* Work instruction
Transcribe the data exactly. Pictures stay out.

* Data
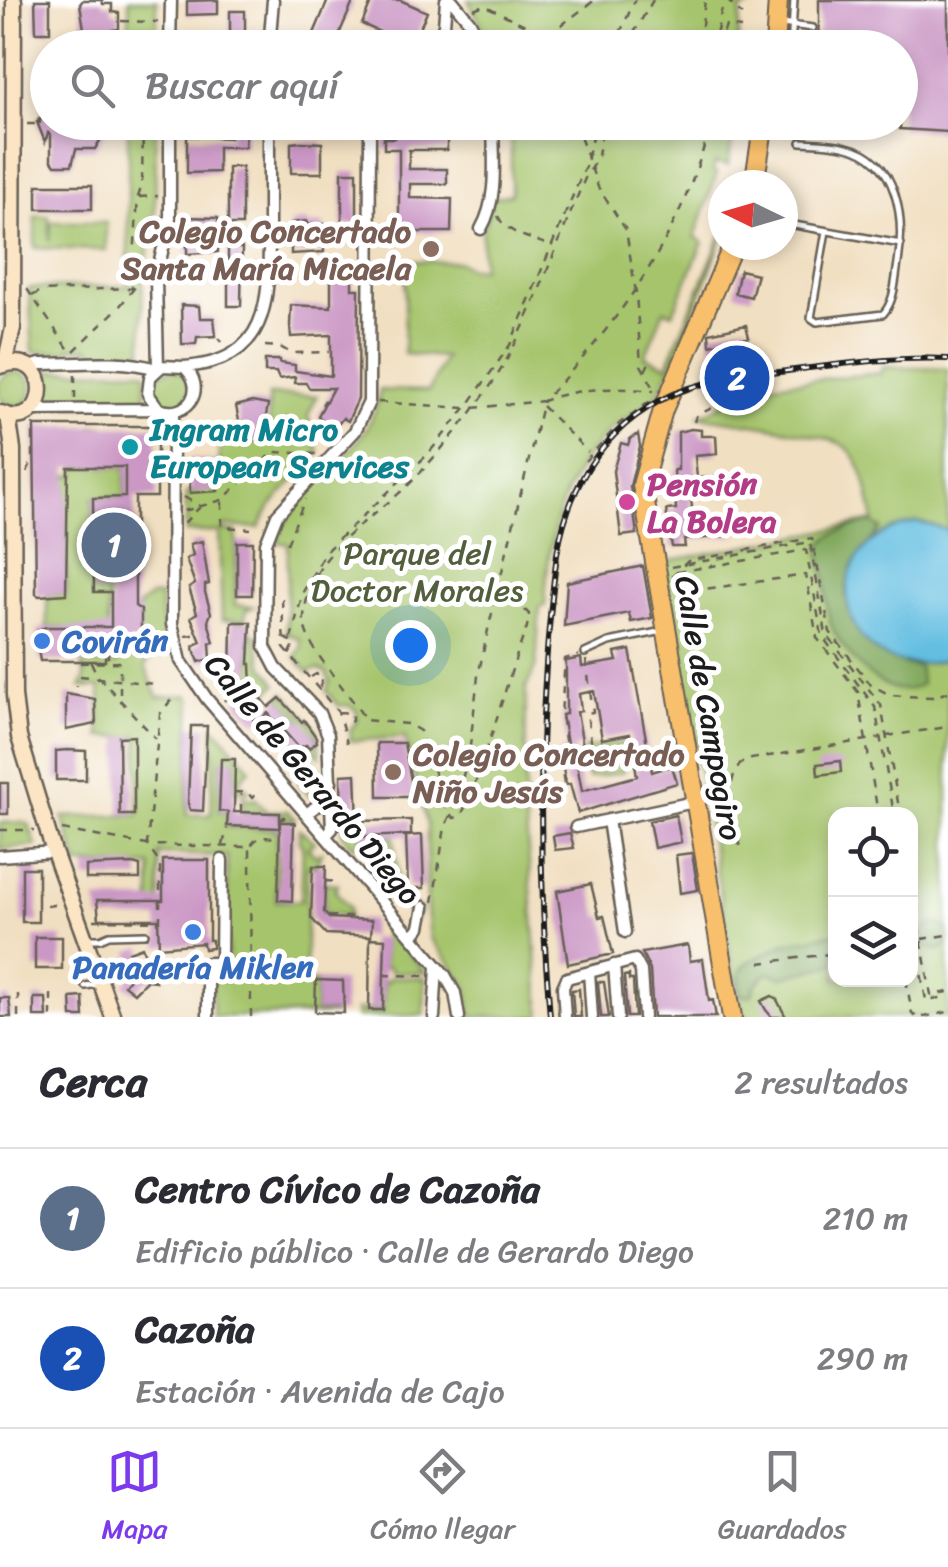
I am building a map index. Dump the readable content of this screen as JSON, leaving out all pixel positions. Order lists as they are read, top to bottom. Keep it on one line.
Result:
{"streets":{"highway":["Calle de Campogiro"],"street":["Calle de Gerardo Diego"]},"parks":["Parque del Doctor Morales"],"places":["Colegio Concertado Santa María Micaela","Ingram Micro European Services","Pensión La Bolera","Covirán","Colegio Concertado Niño Jesús","Panadería Miklen"],"north":"left","page":{"search":"Buscar aquí","pins":["2","1"],"heading":["Cerca","2 resultados"],"list":[{"mark":"1","name":"Centro Cívico de Cazoña","note":"Edificio público · Calle de Gerardo Diego","value":"210 m"},{"mark":"2","name":"Cazoña","note":"Estación · Avenida de Cajo","value":"290 m"}],"nav":["Mapa","Cómo llegar","Guardados"]}}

* Response area
I am building a map index. Dump the readable content of this screen as JSON, leaving out all pixel positions. Order lists as they are read, top to bottom. Keep it on one line.
Result:
{"streets":{"highway":["Calle de Campogiro"],"street":["Calle de Gerardo Diego"]},"parks":["Parque del Doctor Morales"],"places":["Colegio Concertado Santa María Micaela","Ingram Micro European Services","Pensión La Bolera","Covirán","Colegio Concertado Niño Jesús","Panadería Miklen"],"north":"left","page":{"search":"Buscar aquí","pins":["2","1"],"heading":["Cerca","2 resultados"],"list":[{"mark":"1","name":"Centro Cívico de Cazoña","note":"Edificio público · Calle de Gerardo Diego","value":"210 m"},{"mark":"2","name":"Cazoña","note":"Estación · Avenida de Cajo","value":"290 m"}],"nav":["Mapa","Cómo llegar","Guardados"]}}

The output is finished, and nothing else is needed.